What if Mark Cuban woke up tomorrow and was no longer a billionaire?
This was the question Alex Kennedy recently posed when Cuban was a guest on his podcast, HoopsHype. He asked Cuban to imagine he had an average-paying 9-to-5 job, but had all the same knowledge he has now. What would he do to put himself in a better financial position?
Cuban was quick with an answer. He'd design a new business around artificial intelligence.
Bartend to cover the bills
Cuban's first order of business would be to make sure he had enough income to make ends meet. He'd ditch the 9-to-5 and get a job as a bartender. This would be enough to live on and would free up his days so he could start a new business.
Become the go-to Alexa and Google Home guy
Cuban would start a business to set up people's voice assistants. He'd be like a cable guy, but for Alexa and Google Home devices. Cuban would install and configure the devices so his customers wouldn't have to learn how to do it themselves.
"I could go out there and charge $25 to $50 an hour to do that," he says. "It's not hard to learn. It's really easy to stay up-to-date with that, but most people just don't do it."
Learn everything possible about artificial intelligence
That would be just a start. In the meantime, Cuban would begin learning everything he possibly could about artificial intelligence. Because A.I. is complex and technical, Cuban believes it's starting to create a world of haves and have-nots.

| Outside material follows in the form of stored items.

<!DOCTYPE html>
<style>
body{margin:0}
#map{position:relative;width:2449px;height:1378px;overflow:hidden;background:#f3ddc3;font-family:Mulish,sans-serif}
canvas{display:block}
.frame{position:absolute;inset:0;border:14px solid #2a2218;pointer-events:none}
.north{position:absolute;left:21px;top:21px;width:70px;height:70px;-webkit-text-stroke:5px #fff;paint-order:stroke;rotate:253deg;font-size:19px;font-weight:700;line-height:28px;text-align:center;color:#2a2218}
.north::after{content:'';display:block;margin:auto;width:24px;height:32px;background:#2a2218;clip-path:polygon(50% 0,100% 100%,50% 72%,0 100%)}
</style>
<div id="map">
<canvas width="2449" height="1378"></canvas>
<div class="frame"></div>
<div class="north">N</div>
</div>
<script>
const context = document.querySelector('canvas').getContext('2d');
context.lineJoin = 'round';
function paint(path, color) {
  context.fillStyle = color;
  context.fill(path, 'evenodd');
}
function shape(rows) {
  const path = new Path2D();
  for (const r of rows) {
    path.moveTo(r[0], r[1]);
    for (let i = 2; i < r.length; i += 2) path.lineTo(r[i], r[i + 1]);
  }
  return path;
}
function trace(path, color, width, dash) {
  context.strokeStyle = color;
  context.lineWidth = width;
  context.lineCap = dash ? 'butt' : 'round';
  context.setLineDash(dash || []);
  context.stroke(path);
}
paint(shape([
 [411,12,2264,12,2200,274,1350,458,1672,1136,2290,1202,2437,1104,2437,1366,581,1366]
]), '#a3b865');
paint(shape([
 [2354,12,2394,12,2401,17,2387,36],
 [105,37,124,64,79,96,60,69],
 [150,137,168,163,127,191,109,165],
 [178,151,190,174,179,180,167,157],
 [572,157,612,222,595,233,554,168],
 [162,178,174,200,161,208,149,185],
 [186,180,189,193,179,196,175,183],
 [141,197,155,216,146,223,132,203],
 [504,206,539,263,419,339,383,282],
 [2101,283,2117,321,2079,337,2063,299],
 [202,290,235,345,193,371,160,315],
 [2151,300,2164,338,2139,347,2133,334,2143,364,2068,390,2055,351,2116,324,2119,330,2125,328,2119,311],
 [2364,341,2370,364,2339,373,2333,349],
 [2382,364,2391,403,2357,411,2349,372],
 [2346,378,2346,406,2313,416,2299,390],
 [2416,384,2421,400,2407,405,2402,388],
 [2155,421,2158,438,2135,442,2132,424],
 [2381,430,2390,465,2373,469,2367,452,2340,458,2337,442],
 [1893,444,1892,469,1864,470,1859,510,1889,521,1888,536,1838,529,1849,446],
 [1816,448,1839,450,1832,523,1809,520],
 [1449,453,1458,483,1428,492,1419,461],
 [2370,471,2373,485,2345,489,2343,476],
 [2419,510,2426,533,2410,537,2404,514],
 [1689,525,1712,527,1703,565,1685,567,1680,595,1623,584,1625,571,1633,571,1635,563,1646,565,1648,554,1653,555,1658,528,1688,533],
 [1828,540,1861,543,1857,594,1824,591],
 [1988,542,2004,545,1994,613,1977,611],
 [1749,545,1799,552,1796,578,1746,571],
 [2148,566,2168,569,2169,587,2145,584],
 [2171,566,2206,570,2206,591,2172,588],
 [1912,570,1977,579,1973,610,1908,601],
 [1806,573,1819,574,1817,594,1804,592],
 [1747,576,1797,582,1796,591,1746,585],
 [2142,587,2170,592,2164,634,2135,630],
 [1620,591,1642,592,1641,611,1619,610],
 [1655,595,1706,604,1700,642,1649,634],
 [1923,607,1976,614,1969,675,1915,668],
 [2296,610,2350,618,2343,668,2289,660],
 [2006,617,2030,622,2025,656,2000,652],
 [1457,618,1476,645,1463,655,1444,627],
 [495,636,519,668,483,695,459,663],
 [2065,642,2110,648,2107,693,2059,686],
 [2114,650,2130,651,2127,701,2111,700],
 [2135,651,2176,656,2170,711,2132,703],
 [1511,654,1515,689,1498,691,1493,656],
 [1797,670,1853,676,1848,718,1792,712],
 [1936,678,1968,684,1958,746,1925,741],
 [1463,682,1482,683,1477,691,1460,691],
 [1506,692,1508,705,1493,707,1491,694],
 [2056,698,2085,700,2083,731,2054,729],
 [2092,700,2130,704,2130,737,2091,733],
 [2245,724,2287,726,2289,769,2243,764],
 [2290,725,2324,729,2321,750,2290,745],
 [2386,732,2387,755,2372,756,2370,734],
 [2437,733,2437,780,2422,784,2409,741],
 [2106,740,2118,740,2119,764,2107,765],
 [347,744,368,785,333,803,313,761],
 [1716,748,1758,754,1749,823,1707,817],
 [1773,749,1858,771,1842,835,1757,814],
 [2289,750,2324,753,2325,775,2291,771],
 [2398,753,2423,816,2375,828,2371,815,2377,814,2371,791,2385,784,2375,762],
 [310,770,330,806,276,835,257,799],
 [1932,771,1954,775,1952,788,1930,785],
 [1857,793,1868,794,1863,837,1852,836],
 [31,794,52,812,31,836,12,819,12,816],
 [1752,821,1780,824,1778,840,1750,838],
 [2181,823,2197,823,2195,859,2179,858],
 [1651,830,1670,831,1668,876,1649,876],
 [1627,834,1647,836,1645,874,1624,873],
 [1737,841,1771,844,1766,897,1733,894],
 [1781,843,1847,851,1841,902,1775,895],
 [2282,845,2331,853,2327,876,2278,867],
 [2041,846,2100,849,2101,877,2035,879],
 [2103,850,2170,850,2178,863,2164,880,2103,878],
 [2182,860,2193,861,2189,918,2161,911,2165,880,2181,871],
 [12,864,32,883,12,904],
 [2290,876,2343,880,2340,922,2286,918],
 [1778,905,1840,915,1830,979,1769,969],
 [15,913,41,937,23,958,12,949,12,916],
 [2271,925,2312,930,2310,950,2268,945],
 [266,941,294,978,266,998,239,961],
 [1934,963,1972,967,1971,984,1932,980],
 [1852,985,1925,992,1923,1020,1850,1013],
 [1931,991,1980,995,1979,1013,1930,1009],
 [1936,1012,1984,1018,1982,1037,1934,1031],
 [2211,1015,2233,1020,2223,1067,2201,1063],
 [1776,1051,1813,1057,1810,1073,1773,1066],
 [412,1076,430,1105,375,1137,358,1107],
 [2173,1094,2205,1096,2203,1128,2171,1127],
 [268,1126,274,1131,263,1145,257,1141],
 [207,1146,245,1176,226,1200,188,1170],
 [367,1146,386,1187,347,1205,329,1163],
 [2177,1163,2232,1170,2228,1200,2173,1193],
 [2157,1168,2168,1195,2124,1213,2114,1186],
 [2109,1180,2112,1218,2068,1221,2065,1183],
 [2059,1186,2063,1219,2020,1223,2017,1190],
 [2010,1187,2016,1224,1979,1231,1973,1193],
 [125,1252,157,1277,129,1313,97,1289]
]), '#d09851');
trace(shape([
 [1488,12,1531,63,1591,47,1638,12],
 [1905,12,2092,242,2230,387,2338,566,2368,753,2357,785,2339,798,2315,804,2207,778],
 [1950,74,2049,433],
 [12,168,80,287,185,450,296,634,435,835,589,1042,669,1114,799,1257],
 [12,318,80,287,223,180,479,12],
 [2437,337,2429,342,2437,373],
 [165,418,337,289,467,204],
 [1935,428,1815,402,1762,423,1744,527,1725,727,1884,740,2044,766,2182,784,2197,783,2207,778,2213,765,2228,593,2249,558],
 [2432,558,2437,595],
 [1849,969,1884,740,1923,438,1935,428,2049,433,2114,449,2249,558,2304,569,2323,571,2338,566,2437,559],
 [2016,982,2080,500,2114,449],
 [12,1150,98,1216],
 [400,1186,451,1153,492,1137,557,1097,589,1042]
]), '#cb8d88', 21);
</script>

"It's not just a hot area," he explains. "It's an important area, and the impact is going to be enormous." While larger companies such as Google and Facebook have the resources and in-house staff to understand A.I. deeply, small businesses do not.
Help small businesses leverage A.I.
This is the second business Cuban would start if he were to start from scratch today. He'd help small businesses leverage A.I. to have the most impact.
Because most small-business owners don't understand A.I., can't afford to invest in it, or don't have time to learn, Cuban sees an opportunity to fill that gap. He believes companies that don't get plugged into artificial intelligence now will quickly get left behind by those that do.